Part 2.
The Lead Statues of Samson and the Philistine.at Harrowden Hall and Wimpole Hall.
Frequently referred to as Cain and Abel in the 17th/18th Centuries
Both are attributed to John van Nost I (the Elder) d. 1710. but lack of documentation means that the attribution cannot be confirmed with certainty.

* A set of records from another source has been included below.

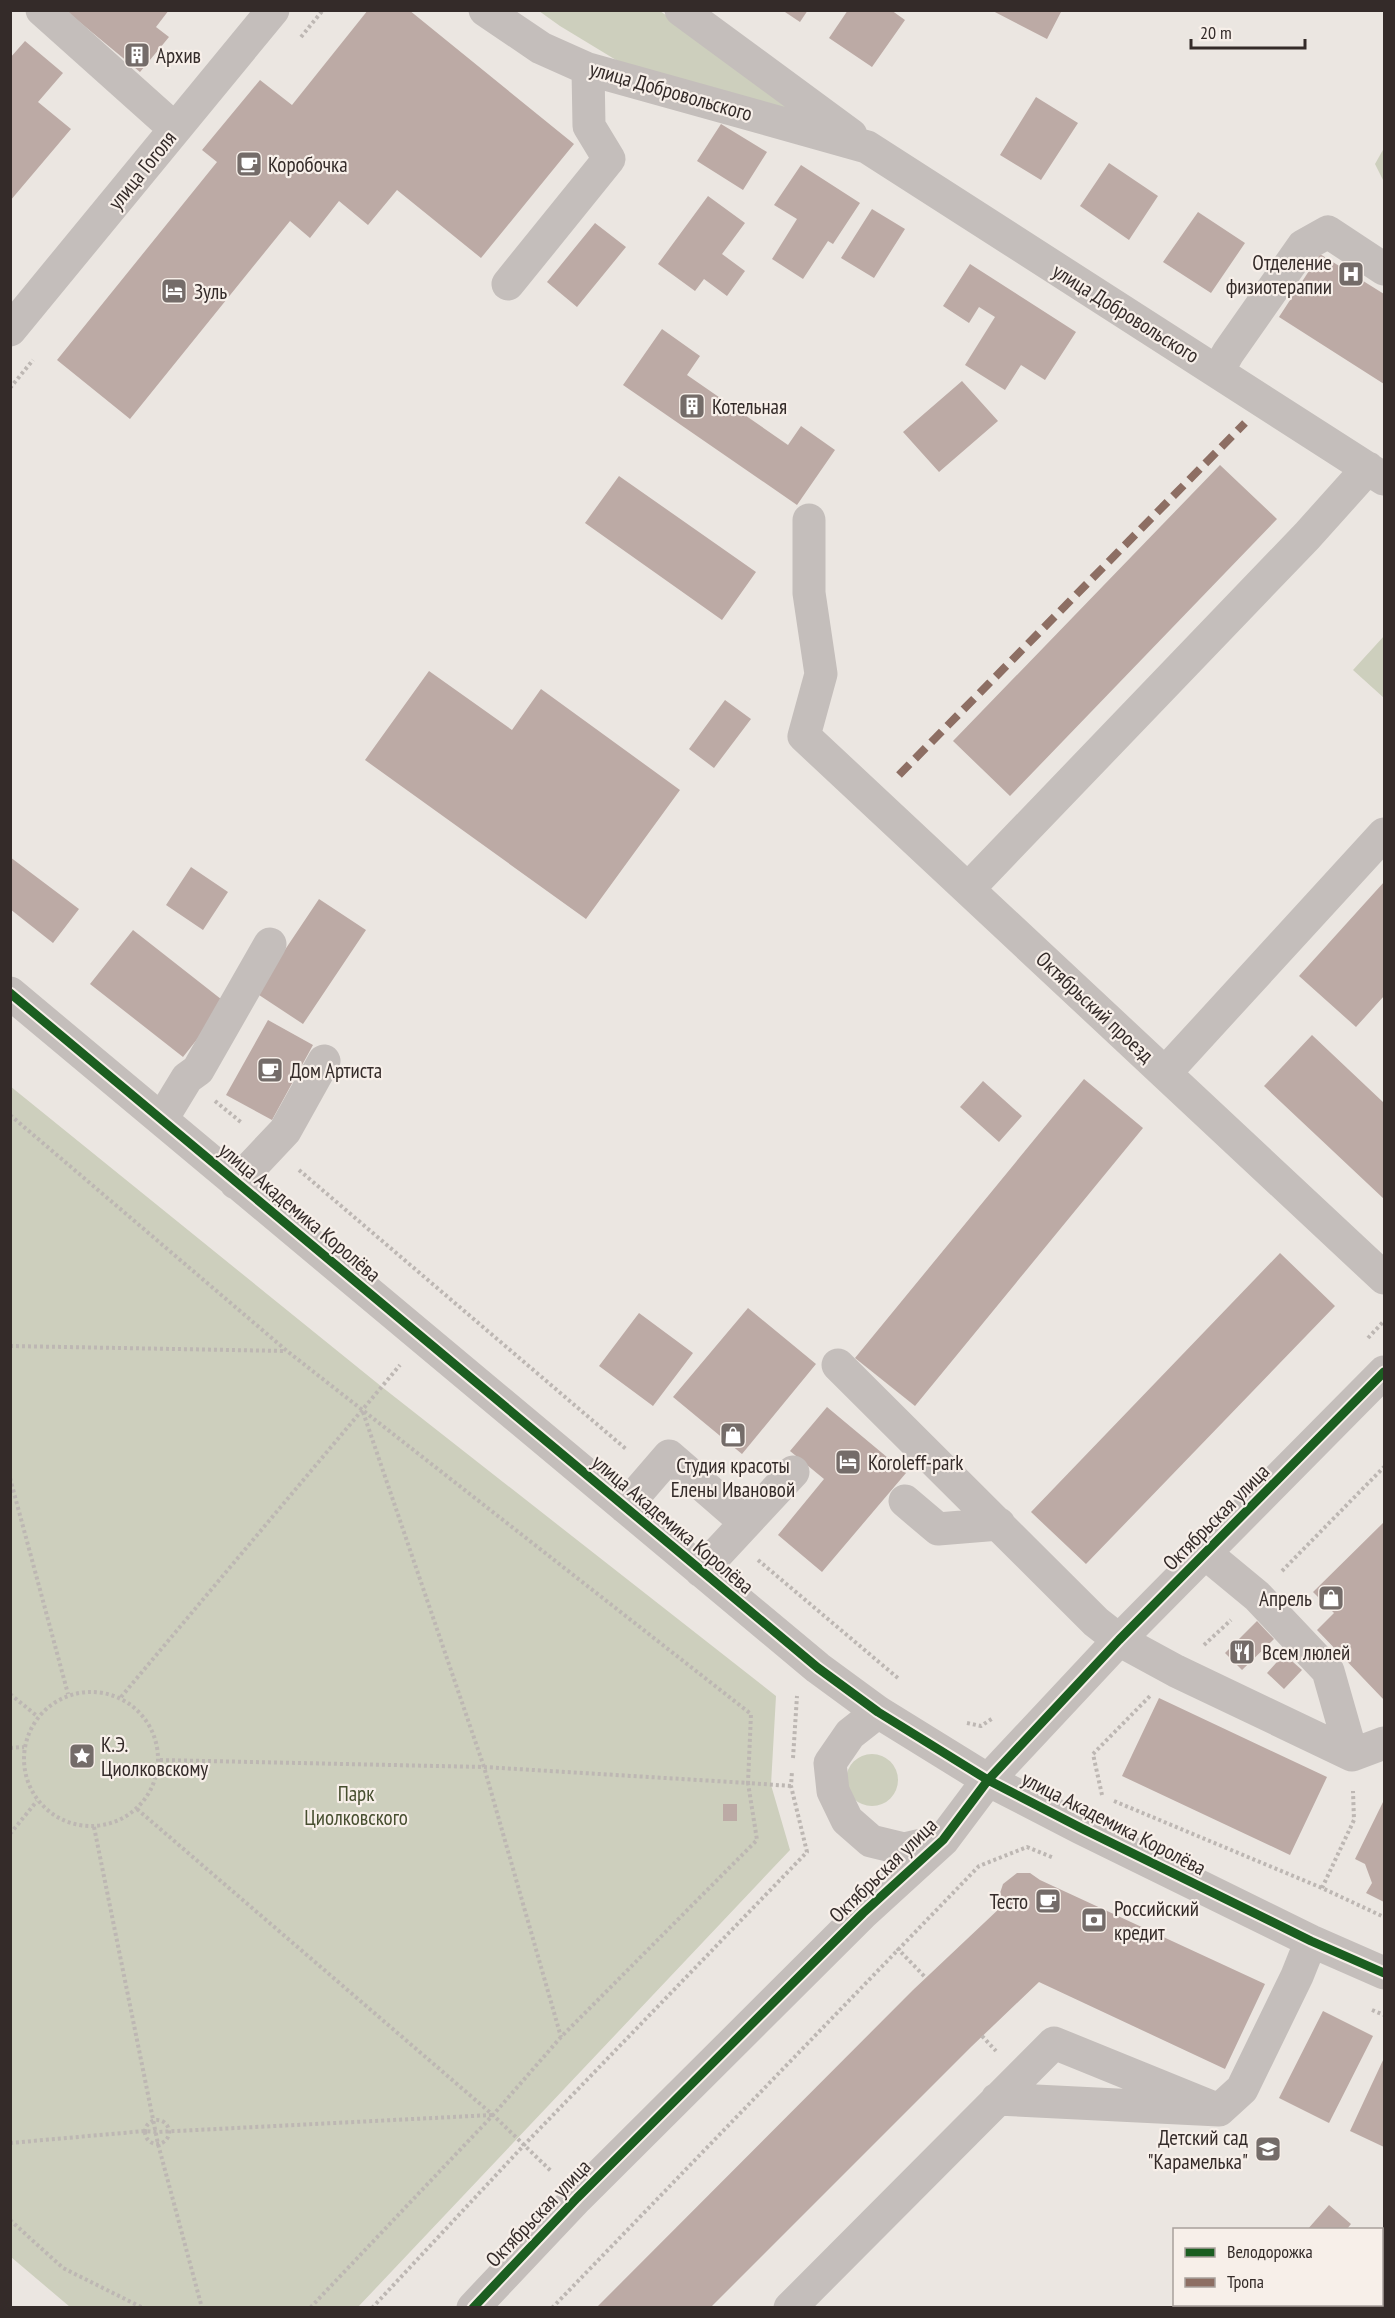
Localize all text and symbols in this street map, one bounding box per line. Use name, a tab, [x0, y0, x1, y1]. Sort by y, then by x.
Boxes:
scale bar	[1191, 12, 1305, 50]
text: 20 m	[1200, 21, 1232, 44]
building icon: Архив	[122, 40, 152, 70]
place label: Архив	[156, 42, 201, 69]
street label: улица Добровольского	[587, 55, 755, 127]
street label: улица Гоголя	[102, 125, 182, 215]
cafe icon: Коробочка	[234, 149, 264, 179]
place label: Коробочка	[268, 151, 348, 178]
place label: Отделение физиотерапии	[1226, 249, 1332, 300]
street label: улица Добровольского	[1048, 257, 1204, 369]
hospital icon: Отделение физиотерапии	[1336, 259, 1366, 289]
hotel icon: Зуль	[159, 276, 189, 306]
place label: Зуль	[194, 278, 227, 305]
building icon: Котельная	[677, 391, 707, 421]
place label: Котельная	[712, 393, 787, 420]
street label: Октябрьский проезд	[1030, 945, 1160, 1069]
cafe icon: Дом Артиста	[255, 1055, 285, 1085]
place label: Дом Артиста	[290, 1057, 382, 1084]
street label: улица Академика Королёва	[213, 1136, 387, 1288]
shop icon: Студия красоты Елены Ивановой	[718, 1420, 748, 1450]
hotel icon: Koroleff-park	[833, 1447, 863, 1477]
street label: улица Академика Королёва	[586, 1448, 760, 1600]
place label: Koroleff-park	[868, 1449, 963, 1476]
place label: Студия красоты Елены Ивановой	[671, 1452, 795, 1503]
street label: Октябрьская улица	[1157, 1458, 1275, 1576]
shop icon: Апрель	[1316, 1583, 1346, 1613]
place label: Апрель	[1259, 1585, 1312, 1612]
restaurant icon: Всем люлей	[1227, 1637, 1257, 1667]
place label: Всем люлей	[1262, 1639, 1350, 1666]
place label: К.Э. Циолковскому	[101, 1731, 208, 1782]
place icon: К.Э. Циолковскому	[67, 1741, 97, 1771]
street label: улица Академика Королёва	[1017, 1765, 1211, 1881]
park label: Парк Циолковского	[304, 1780, 408, 1831]
street label: Октябрьская улица	[823, 1812, 943, 1928]
cafe icon: Тесто	[1033, 1886, 1063, 1916]
place label: Тесто	[989, 1888, 1028, 1915]
place label: Российский кредит	[1114, 1895, 1199, 1946]
bank icon: Российский кредит	[1079, 1905, 1109, 1935]
place label: Детский сад "Карамелька"	[1147, 2124, 1248, 2175]
school or university icon: Детский сад "Карамелька"	[1253, 2134, 1283, 2164]
street label: Октябрьская улица	[480, 2153, 596, 2273]
legend	[1173, 2228, 1383, 2306]
text: Велодорожка	[1227, 2240, 1313, 2263]
text: Тропа	[1227, 2270, 1264, 2293]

The Harrowden Hall, Northamptonshire, Samson and the Philistine.
John
Nost the Elder (d.1710)
of Hyde Park Corner, supplied leadwork to Chatsworth and must have known the
original marble sculpture of Samson because of his commissions for Buckingham House (c.
1703).
Originally from Mechelen (Malines) in Belgium he had arrived in England before 1686.
An early
18th century cast of the Samson group attributed to John Nost I is at Harrowden
Hall (reproduced Country Life 1908, Jackson Stops, 1974 (see image below) and a
‘Cain and Abel, of John de Bellone, lead’ was one of the sculptures sold at
Nost’s end-of-life sale in 1712 (O'Connell 1987).
Van Nost’s moulds were evidently reused by John Nost II (d. 1729) (and also by the firm’s apprentice, possible collaborator and later competitor, Andrew Carpenter (c. 1677-1737), as a Cain and Abel was sent by van Nost II to Hopetoun House in 1718, and the Stowe cast (installed by 1738; sold in 1922, now at Trent Park) are attributed to Carpenter (Bevington 1994, p. 114).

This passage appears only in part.